▶ EXERCISE REQUIREMENTS
Omit the pictures, please, and give each record below again exactly.

▶ RECORDS
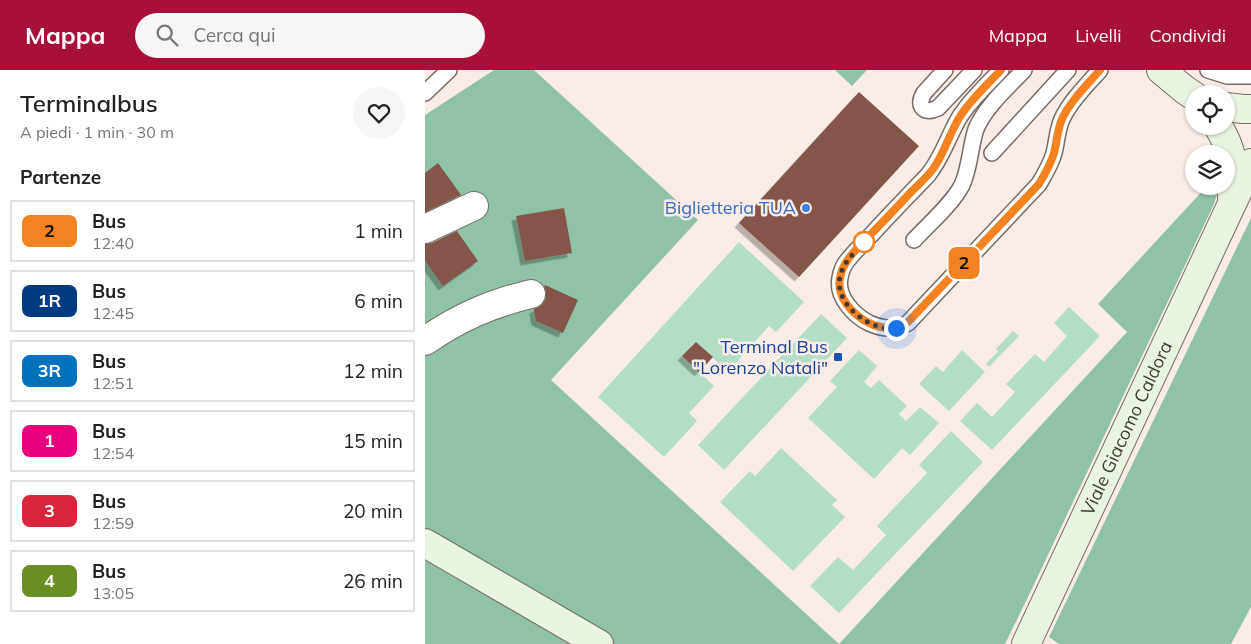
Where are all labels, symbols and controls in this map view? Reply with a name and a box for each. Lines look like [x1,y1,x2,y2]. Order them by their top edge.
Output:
search box [135,13,485,58]
text: Mappa [25,20,105,50]
icon: search [153,21,181,49]
text: Cerca qui [193,23,275,47]
text: Mappa [989,24,1047,47]
text: Livelli [1075,24,1121,47]
text: Condividi [1149,24,1226,47]
map controls [1185,85,1235,195]
button: locate [1185,85,1235,135]
button: heart [353,87,405,139]
text: Terminalbus [20,88,158,118]
text: A piedi · 1 min · 30 m [20,122,174,142]
button: layers [1185,145,1235,195]
text: Partenze [20,165,101,189]
place label: Biglietteria TUA [665,196,796,219]
marker: Biglietteria TUA [800,202,812,214]
text: Bus [92,209,126,233]
text: 2 [44,219,55,242]
text: 1 min [354,219,403,243]
unlabelled marker [853,231,875,253]
text: 12:40 [92,233,134,253]
line badge: 2 [948,247,980,279]
text: 2 [959,251,969,274]
text: Bus [92,279,126,303]
text: 1R [38,289,61,312]
text: 6 min [354,289,403,313]
text: 12:45 [92,303,134,323]
your location [884,316,909,341]
place label: Terminal Bus "Lorenzo Natali" [693,335,828,379]
street label: Viale Giacomo Caldora [1076,337,1177,519]
text: Bus [92,349,126,373]
marker: Terminal Bus "Lorenzo Natali" [832,351,844,363]
text: 3R [38,359,61,382]
text: 12 min [343,359,403,383]
text: 12:51 [92,373,134,393]
text: Bus [92,419,126,443]
text: 1 [44,429,55,452]
text: 15 min [343,429,403,453]
text: 12:54 [92,443,134,463]
text: Bus [92,489,126,513]
text: 3 [44,499,55,522]
text: 20 min [343,499,403,523]
text: 12:59 [92,513,134,533]
text: Bus [92,559,126,583]
text: 4 [44,569,55,592]
text: 26 min [343,569,403,593]
text: 13:05 [92,583,134,603]

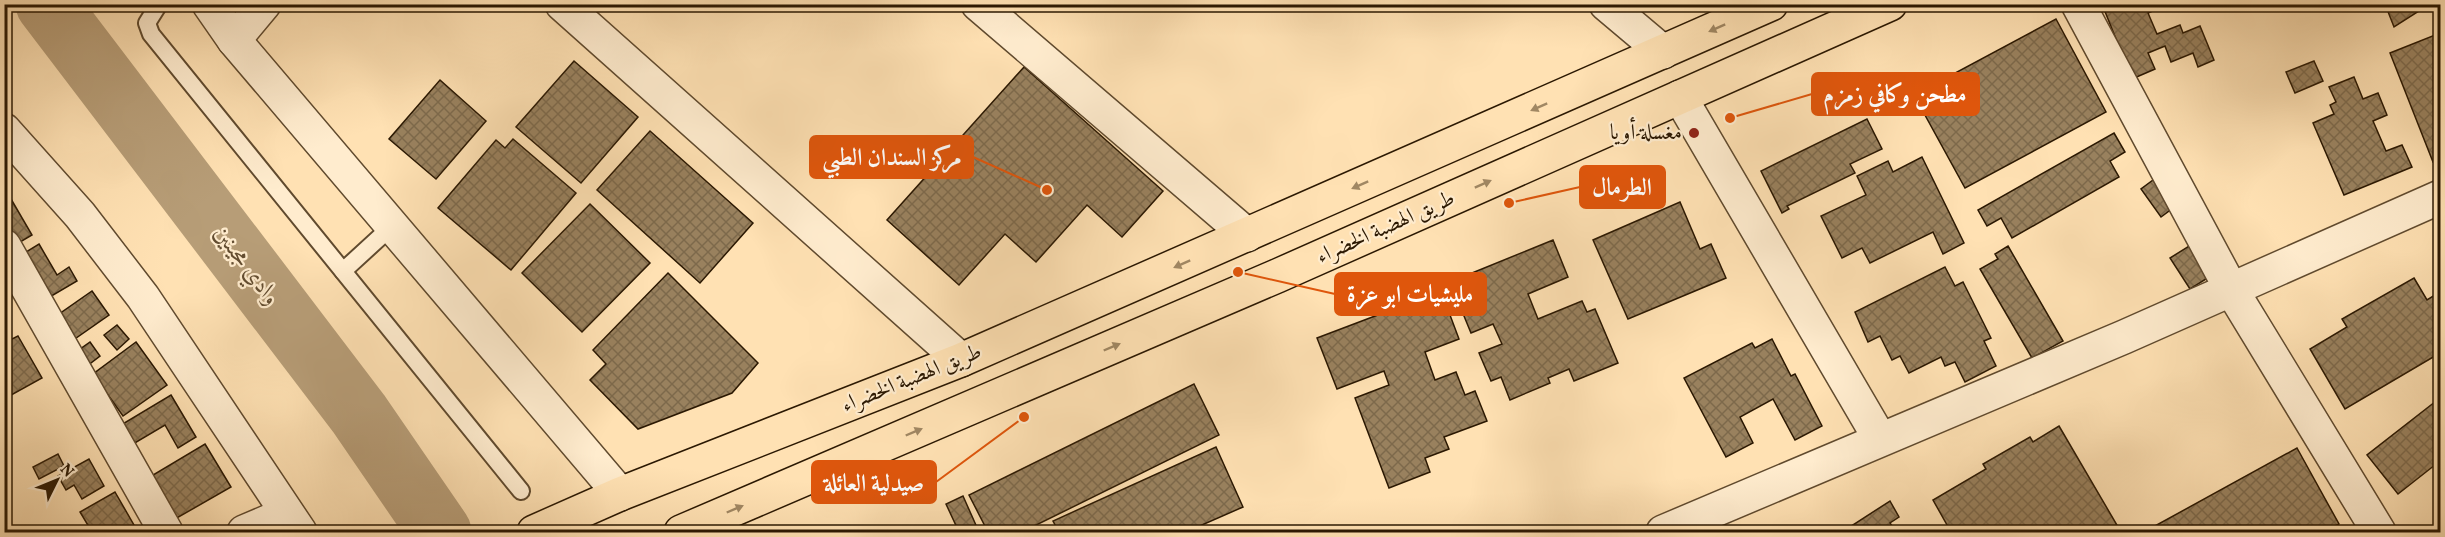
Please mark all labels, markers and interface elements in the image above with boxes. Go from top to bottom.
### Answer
one-way arrow [1709,24,1726,33]
callout: مطحن وكافي زمزم [1812,73,1979,115]
text: مطحن وكافي زمزم [1823,79,1967,115]
one-way arrow [1530,103,1548,112]
place label: مغسلة أويا [1610,116,1682,149]
marker: مغسلة أويا [1687,126,1701,140]
callout: مركز السندان الطبي [810,136,973,178]
text: مركز السندان الطبي [822,142,962,179]
callout: الطرمال [1580,166,1665,208]
text: الطرمال [1592,172,1652,206]
one-way arrow [1475,180,1492,189]
one-way arrow [1352,181,1369,190]
street label: طريق الهضبة الخضراء [1312,184,1460,272]
water label: وادي مجينين [204,219,288,313]
one-way arrow [1172,259,1190,269]
callout: مليشيات ابو عزة [1335,273,1486,315]
text: مليشيات ابو عزة [1347,279,1473,313]
street label: طريق الهضبة الخضراء [837,337,987,421]
one-way arrow [1104,342,1122,352]
one-way arrow [905,427,923,436]
north arrow [27,450,87,510]
text: N [54,459,79,483]
callout: صيدلية العائلة [812,461,936,503]
text: صيدلية العائلة [822,468,924,502]
one-way arrow [726,504,744,513]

▶ TASK RESULT
Where are all labels, symbols and controls in this map view? Reply with a name and a box for each. Lines look like [x1,y1,x2,y2]. Order them by their top edge.
Output:
search box [135,13,485,58]
text: Mappa [25,20,105,50]
icon: search [153,21,181,49]
text: Cerca qui [193,23,275,47]
text: Mappa [989,24,1047,47]
text: Livelli [1075,24,1121,47]
text: Condividi [1149,24,1226,47]
map controls [1185,85,1235,195]
button: locate [1185,85,1235,135]
button: heart [353,87,405,139]
text: Terminalbus [20,88,158,118]
text: A piedi · 1 min · 30 m [20,122,174,142]
button: layers [1185,145,1235,195]
text: Partenze [20,165,101,189]
place label: Biglietteria TUA [665,196,796,219]
marker: Biglietteria TUA [800,202,812,214]
text: Bus [92,209,126,233]
text: 2 [44,219,55,242]
text: 1 min [354,219,403,243]
unlabelled marker [853,231,875,253]
text: 12:40 [92,233,134,253]
line badge: 2 [948,247,980,279]
text: 2 [959,251,969,274]
text: Bus [92,279,126,303]
text: 1R [38,289,61,312]
text: 6 min [354,289,403,313]
text: 12:45 [92,303,134,323]
your location [884,316,909,341]
place label: Terminal Bus "Lorenzo Natali" [693,335,828,379]
street label: Viale Giacomo Caldora [1076,337,1177,519]
text: Bus [92,349,126,373]
marker: Terminal Bus "Lorenzo Natali" [832,351,844,363]
text: 3R [38,359,61,382]
text: 12 min [343,359,403,383]
text: 12:51 [92,373,134,393]
text: Bus [92,419,126,443]
text: 1 [44,429,55,452]
text: 15 min [343,429,403,453]
text: 12:54 [92,443,134,463]
text: Bus [92,489,126,513]
text: 3 [44,499,55,522]
text: 20 min [343,499,403,523]
text: 12:59 [92,513,134,533]
text: Bus [92,559,126,583]
text: 4 [44,569,55,592]
text: 26 min [343,569,403,593]
text: 13:05 [92,583,134,603]

Please mark all labels, markers and interface elements in the image above with boxes. Go from top to bottom.
### Answer
one-way arrow [1709,24,1726,33]
callout: مطحن وكافي زمزم [1812,73,1979,115]
text: مطحن وكافي زمزم [1823,79,1967,115]
one-way arrow [1530,103,1548,112]
place label: مغسلة أويا [1610,116,1682,149]
marker: مغسلة أويا [1687,126,1701,140]
callout: مركز السندان الطبي [810,136,973,178]
text: مركز السندان الطبي [822,142,962,179]
callout: الطرمال [1580,166,1665,208]
text: الطرمال [1592,172,1652,206]
one-way arrow [1475,180,1492,189]
one-way arrow [1352,181,1369,190]
street label: طريق الهضبة الخضراء [1312,184,1460,272]
water label: وادي مجينين [204,219,288,313]
one-way arrow [1172,259,1190,269]
callout: مليشيات ابو عزة [1335,273,1486,315]
text: مليشيات ابو عزة [1347,279,1473,313]
street label: طريق الهضبة الخضراء [837,337,987,421]
one-way arrow [1104,342,1122,352]
one-way arrow [905,427,923,436]
north arrow [27,450,87,510]
text: N [54,459,79,483]
callout: صيدلية العائلة [812,461,936,503]
text: صيدلية العائلة [822,468,924,502]
one-way arrow [726,504,744,513]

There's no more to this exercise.